Rodrigue Nicolas, Philippe Hervé, Lartillot Nicolas
Canadian Institute for Advanced Research, Département de Biochimie, Université de Montréal, Québec, Canada.
Syst Biol. 2007 Oct;56(5):711-26. doi: 10.1080/10635150701611258.
In recent years, the advent of Markov chain Monte Carlo (MCMC) techniques, coupled with modern computational capabilities, has enabled the study of evolutionary models without a closed form solution of the likelihood function. However, current Bayesian MCMC applications can incur significant computational costs, as they are based on a full sampling from the posterior probability distribution of the parameters of interest. Here, we draw attention as to how MCMC techniques can be embedded within normal approximation strategies for more economical statistical computation.
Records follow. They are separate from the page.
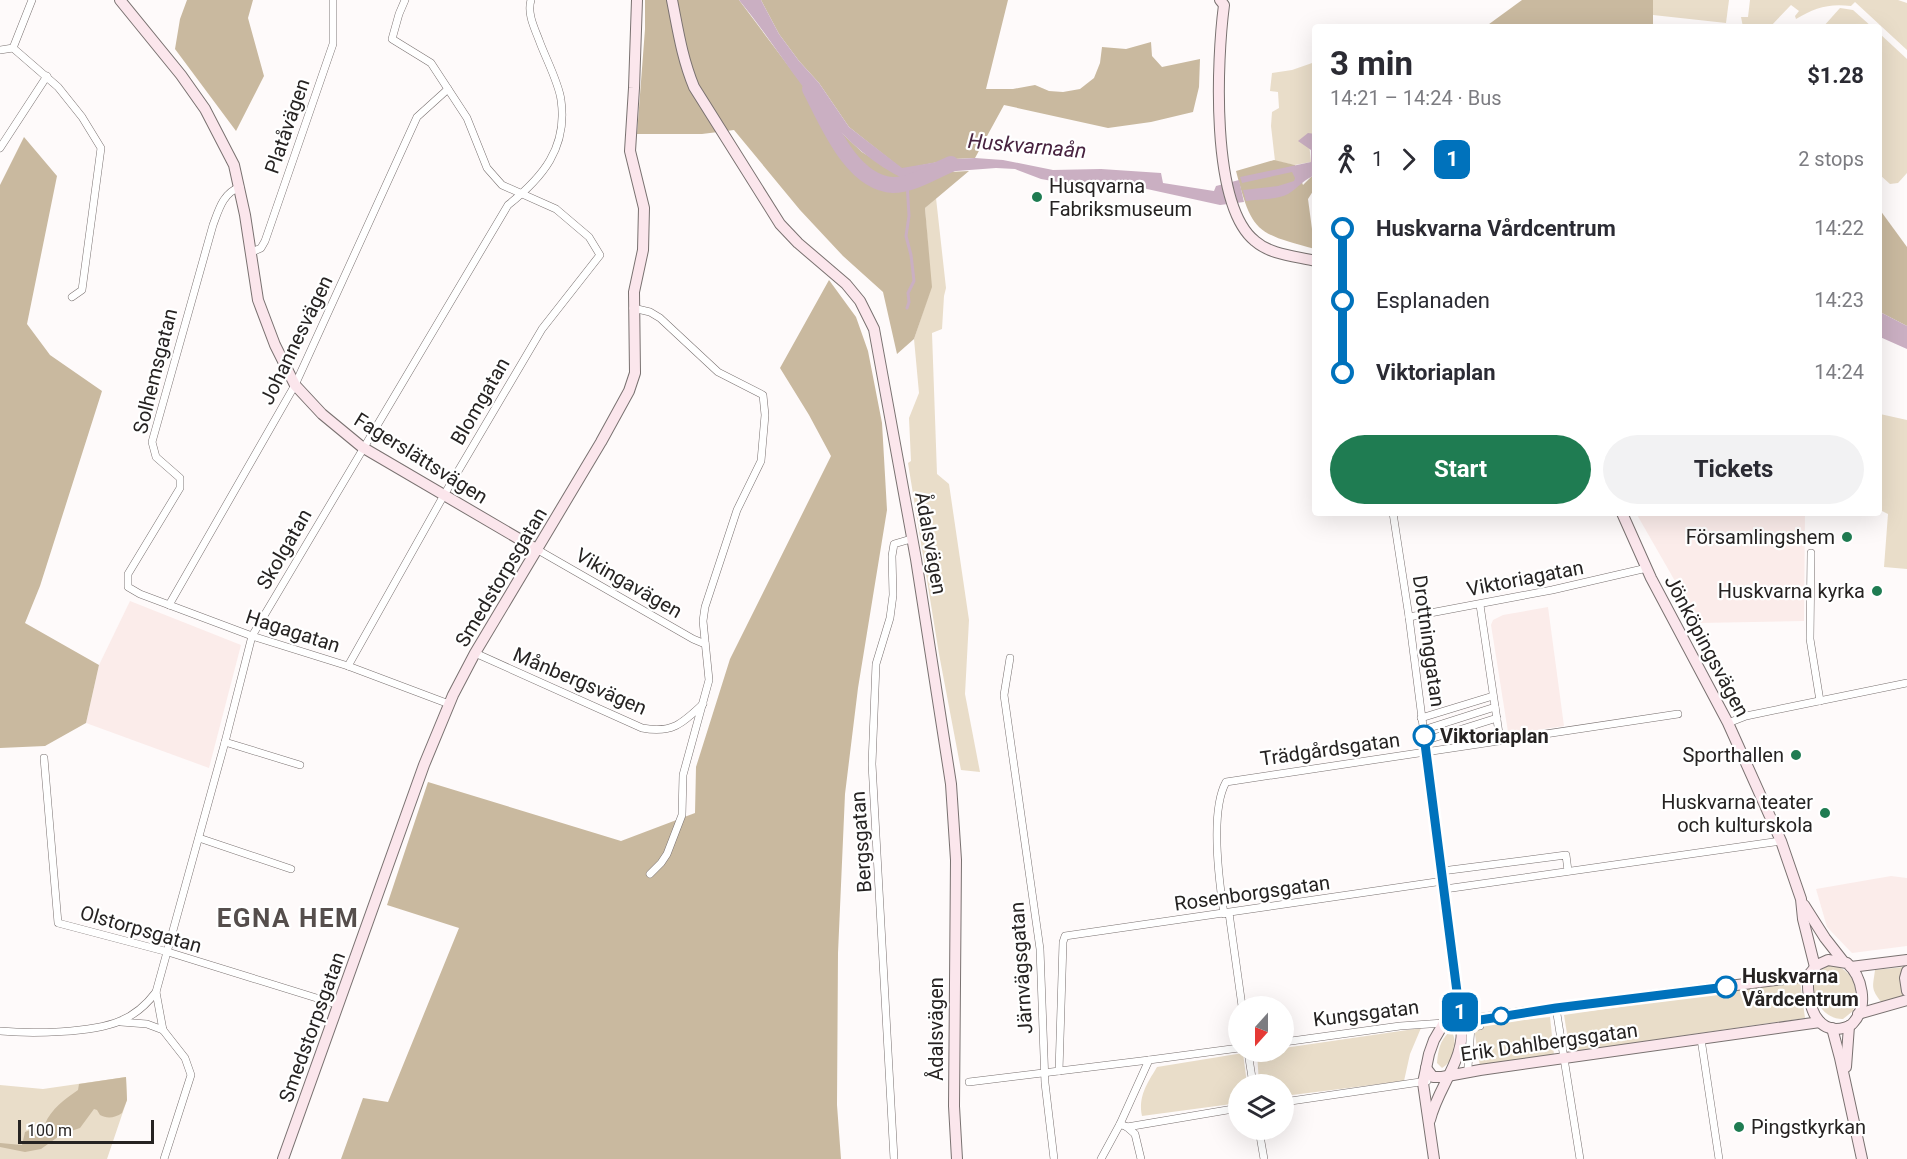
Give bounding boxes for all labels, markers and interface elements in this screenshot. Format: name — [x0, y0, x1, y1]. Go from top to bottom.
text: 3 min — [1330, 44, 1413, 83]
text: $1.28 — [1807, 63, 1864, 88]
street label: Platåvägen — [260, 75, 314, 177]
text: 14:21 – 14:24 · Bus — [1330, 86, 1502, 110]
water label: Huskvarnaån — [967, 129, 1087, 163]
icon: walk — [1330, 143, 1363, 176]
icon: forward — [1392, 143, 1425, 176]
text: 1 — [1372, 147, 1383, 171]
text: 1 — [1446, 147, 1458, 171]
text: 2 stops — [1798, 147, 1864, 171]
place label: Husqvarna Fabriksmuseum — [1049, 174, 1192, 221]
marker: Husqvarna Fabriksmuseum — [1030, 190, 1044, 204]
text: Huskvarna Vårdcentrum — [1376, 216, 1616, 241]
text: 14:22 — [1814, 216, 1864, 240]
street label: Johannesvägen — [254, 272, 338, 408]
text: Esplanaden — [1376, 288, 1490, 313]
text: 14:23 — [1814, 288, 1864, 312]
street label: Solhemsgatan — [128, 306, 182, 436]
street label: Blomgatan — [445, 353, 515, 449]
text: Viktoriaplan — [1376, 360, 1495, 385]
text: 14:24 — [1814, 360, 1864, 384]
street label: Fagerslättsvägen — [350, 407, 492, 509]
button: Start — [1330, 435, 1591, 504]
button: Tickets — [1603, 435, 1864, 504]
street label: Ådalsvägen — [910, 490, 952, 596]
street label: Smedstorpsgatan — [450, 503, 552, 651]
street label: Skolgatan — [251, 505, 317, 593]
place label: Församlingshem — [1686, 525, 1835, 549]
marker: Församlingshem — [1840, 530, 1854, 544]
street label: Vikingavägen — [572, 543, 686, 623]
street label: Viktoriagatan — [1465, 555, 1585, 601]
street label: Jönköpingsvägen — [1660, 571, 1754, 721]
street label: Drottninggatan — [1408, 573, 1450, 709]
place label: Huskvarna kyrka — [1718, 579, 1865, 603]
marker: Huskvarna kyrka — [1870, 584, 1884, 598]
street label: Hagagatan — [243, 604, 343, 658]
street label: Månbergsvägen — [510, 642, 650, 720]
place label: Viktoriaplan — [1440, 724, 1549, 748]
marker: Viktoriaplan — [1413, 725, 1435, 747]
street label: Trädgårdsgatan — [1259, 727, 1401, 771]
place label: Sporthallen — [1682, 743, 1784, 767]
marker: Sporthallen — [1789, 748, 1803, 762]
street label: Bergsgatan — [845, 790, 877, 894]
place label: Huskvarna teater och kulturskola — [1661, 790, 1813, 837]
marker: Huskvarna teater och kulturskola — [1818, 806, 1832, 820]
street label: Rosenborgsgatan — [1173, 870, 1331, 916]
street label: Olstorpsgatan — [77, 900, 205, 958]
street label: Järnvägsgatan — [1004, 901, 1038, 1035]
district label: EGNA HEM — [217, 903, 359, 933]
street label: Smedstorpsgatan — [274, 949, 350, 1105]
place label: Huskvarna Vårdcentrum — [1742, 964, 1859, 1011]
marker: Huskvarna Vårdcentrum — [1715, 976, 1737, 998]
street label: Ådalsvägen — [924, 977, 948, 1081]
line badge: 1 — [1440, 992, 1480, 1032]
street label: Kungsgatan — [1312, 995, 1420, 1031]
north arrow — [1228, 996, 1294, 1062]
map controls — [1228, 996, 1294, 1140]
text: 1 — [1454, 1000, 1466, 1024]
unlabelled marker — [1492, 1007, 1510, 1025]
street label: Erik Dahlbergsgatan — [1459, 1018, 1639, 1066]
button: layers — [1228, 1074, 1294, 1140]
place label: Pingstkyrkan — [1751, 1115, 1866, 1139]
scale bar — [18, 1117, 154, 1144]
marker: Pingstkyrkan — [1732, 1120, 1746, 1134]
text: 100 m — [27, 1121, 72, 1140]

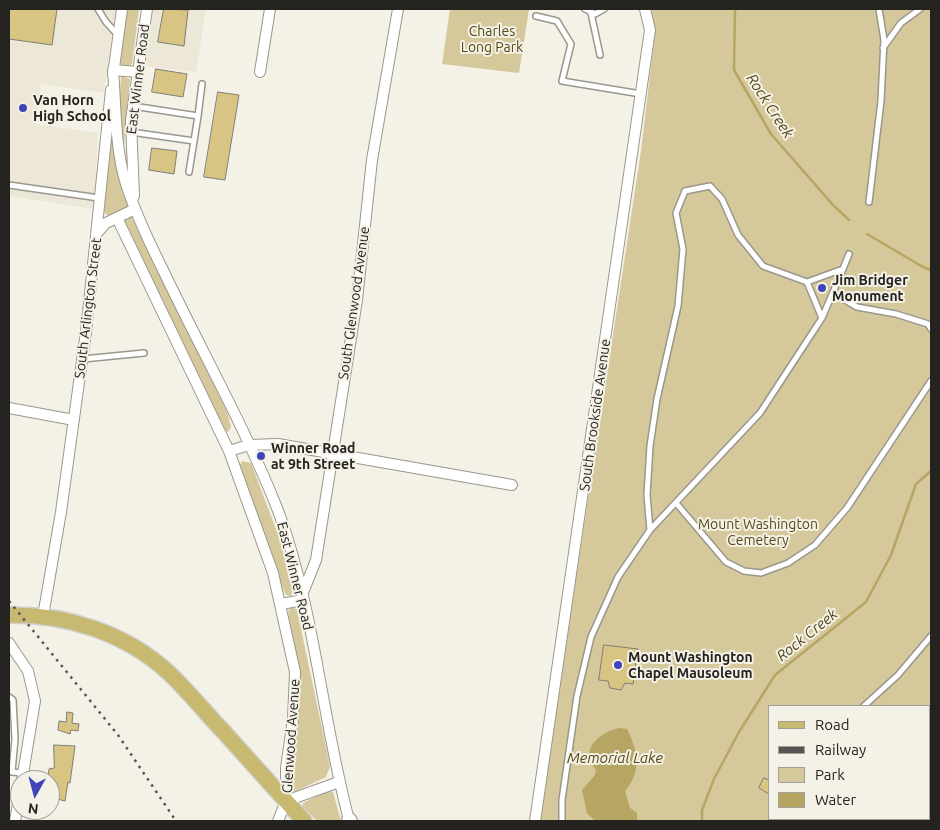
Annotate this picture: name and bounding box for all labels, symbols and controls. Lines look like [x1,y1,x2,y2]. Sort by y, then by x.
street label: East Winner Road [123,23,153,135]
park label: Charles Long Park [461,23,523,56]
water label: Rock Creek [743,70,797,142]
place label: Van Horn High School [33,92,111,124]
marker: Van Horn High School [17,102,29,114]
street label: South Glenwood Avenue [335,225,373,381]
street label: South Arlington Street [71,237,105,379]
place label: Jim Bridger Monument [832,272,908,304]
marker: Jim Bridger Monument [816,282,828,294]
street label: South Brookside Avenue [576,338,614,492]
place label: Winner Road at 9th Street [271,440,355,472]
marker: Winner Road at 9th Street [255,450,267,462]
park label: Mount Washington Cemetery [698,516,818,548]
street label: East Winner Road [273,520,317,632]
water label: Rock Creek [773,605,841,665]
place label: Mount Washington Chapel Mausoleum [628,649,753,682]
marker: Mount Washington Chapel Mausoleum [612,659,624,671]
street label: Glenwood Avenue [279,678,303,794]
legend [768,705,930,820]
text: Road [815,716,850,733]
text: Railway [815,741,866,758]
water label: Memorial Lake [567,749,663,767]
text: Park [815,766,845,783]
north arrow [10,770,60,820]
text: Water [815,791,856,808]
text: N [27,800,39,817]

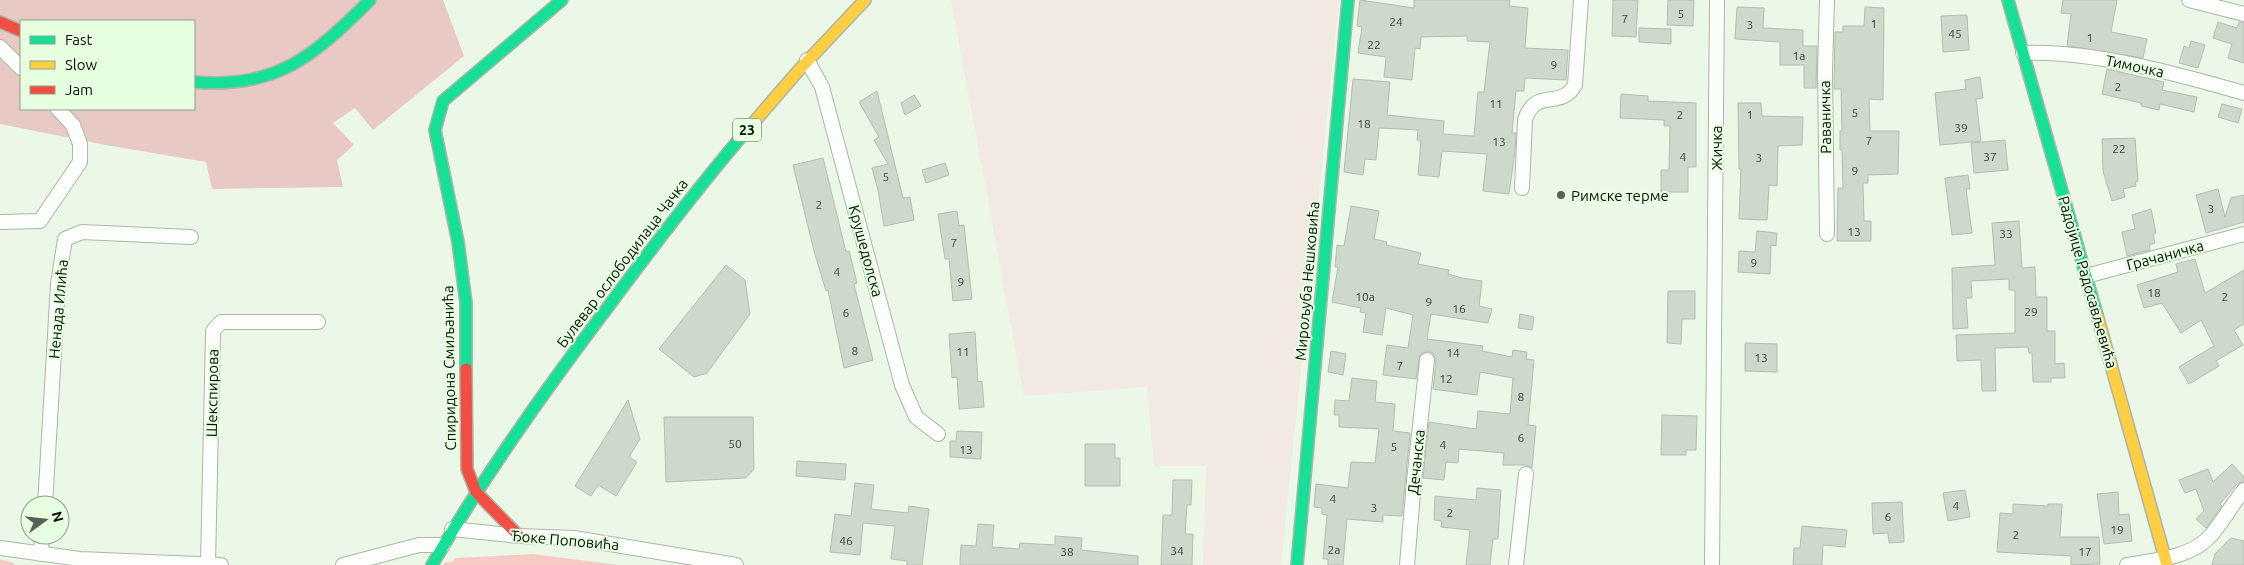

The overall procedure is based on an estimate of the first and second moments of the likelihood function, as well as a maximum likelihood estimate. Through examples, we review several MCMC-based methods used in the statistical literature for such estimation, applying the approaches to constructing posterior distributions under non-analytical evolutionary models relaxing the assumptions of rate homogeneity, and of independence between sites. Finally, we use the procedures for conducting Bayesian model selection, based on Laplace approximations of Bayes factors, which we find to be accurate and computationally advantageous. Altogether, the methods we expound here, as well as other related approaches from the statistical literature, should prove useful when investigating increasingly complex descriptions of molecular evolution, alleviating some of the difficulties associated with nonanalytical models.
近年来,马尔可夫链蒙特卡罗(MCMC)技术的出现,再加上现代计算能力,使得对没有似然函数闭式解的进化模型进行研究成为可能。然而,当前的贝叶斯MCMC应用可能会产生巨大的计算成本,因为它们基于对感兴趣参数的后验概率分布进行全采样。在此,我们关注如何将MCMC技术嵌入到正态近似策略中,以实现更经济的统计计算。整个过程基于似然函数一阶矩和二阶矩的估计以及最大似然估计。通过实例,我们回顾了统计文献中用于此类估计的几种基于MCMC的方法,并将这些方法应用于在放宽速率齐性假设和位点间独立性假设的非解析进化模型下构建后验分布。最后,我们使用基于贝叶斯因子拉普拉斯近似的程序进行贝叶斯模型选择,发现其准确且在计算上具有优势。总之,我们在此阐述的方法以及统计文献中的其他相关方法,在研究日益复杂的分子进化描述时应会很有用,可缓解与非解析模型相关的一些困难。